The conductivity mismatch is very influential at low contact resistances (transparent contacts). On the other hand, when we go to higher contact resistances, we can circumvent the conductivity mismatch by using a tunnel barrier [17]. Introducing a tunnel barrier will increase the spin imbalance in the semiconductor, and has proven to be effective in graphene. In general, we discriminate between three types of contacts: transparent, pinhole and tunneling. These type of contacts roughly correspond to low contact resistances, intermediate contacts resistances (tunneling with ”pinholes”) and high contact resistances respectively, and their behaviour is shown in Figure1.2.2

Figure 1.2.2: Normalized non local resistance as a dependence on applied back gate. We notice three different contact ”behaviours”: transparent (top), pinhole (middle) and tunneling (bottom).

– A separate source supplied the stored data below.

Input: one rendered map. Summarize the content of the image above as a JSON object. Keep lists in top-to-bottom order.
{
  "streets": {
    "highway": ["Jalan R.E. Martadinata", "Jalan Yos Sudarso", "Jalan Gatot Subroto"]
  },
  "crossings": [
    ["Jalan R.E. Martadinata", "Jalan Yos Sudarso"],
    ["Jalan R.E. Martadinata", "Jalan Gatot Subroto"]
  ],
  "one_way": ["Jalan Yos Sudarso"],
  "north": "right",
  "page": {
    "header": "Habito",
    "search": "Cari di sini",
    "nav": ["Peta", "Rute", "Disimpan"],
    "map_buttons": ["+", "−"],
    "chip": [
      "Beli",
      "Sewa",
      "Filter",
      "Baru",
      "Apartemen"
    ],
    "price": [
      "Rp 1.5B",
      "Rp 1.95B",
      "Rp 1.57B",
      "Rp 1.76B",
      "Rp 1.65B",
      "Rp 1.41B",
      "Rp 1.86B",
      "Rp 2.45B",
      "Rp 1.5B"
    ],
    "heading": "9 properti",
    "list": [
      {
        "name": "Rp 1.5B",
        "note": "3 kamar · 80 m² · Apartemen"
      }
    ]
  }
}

Adapated from [17] The definition of the non-local resistance is explained in 1.3.

1.2.2 Spin relaxation

After injection into the transport channel, there are a handful of mechanisms that cause spin relaxation.

When thinking of spin relaxation, it is important to understand the difference between the spin relaxation time Trand the spin dephasing time Tp. For the first, the spins exchange energy with the crystal lattice they travel through, eventually losing their ordering. The latter, however, conserves the spins themselves, but loses the phase a spin has when precessing around an external magnetic field [34]. The times in which either one of these processes happens, determine the spin diffusion length λ. The major offenders for spin relaxation are named below.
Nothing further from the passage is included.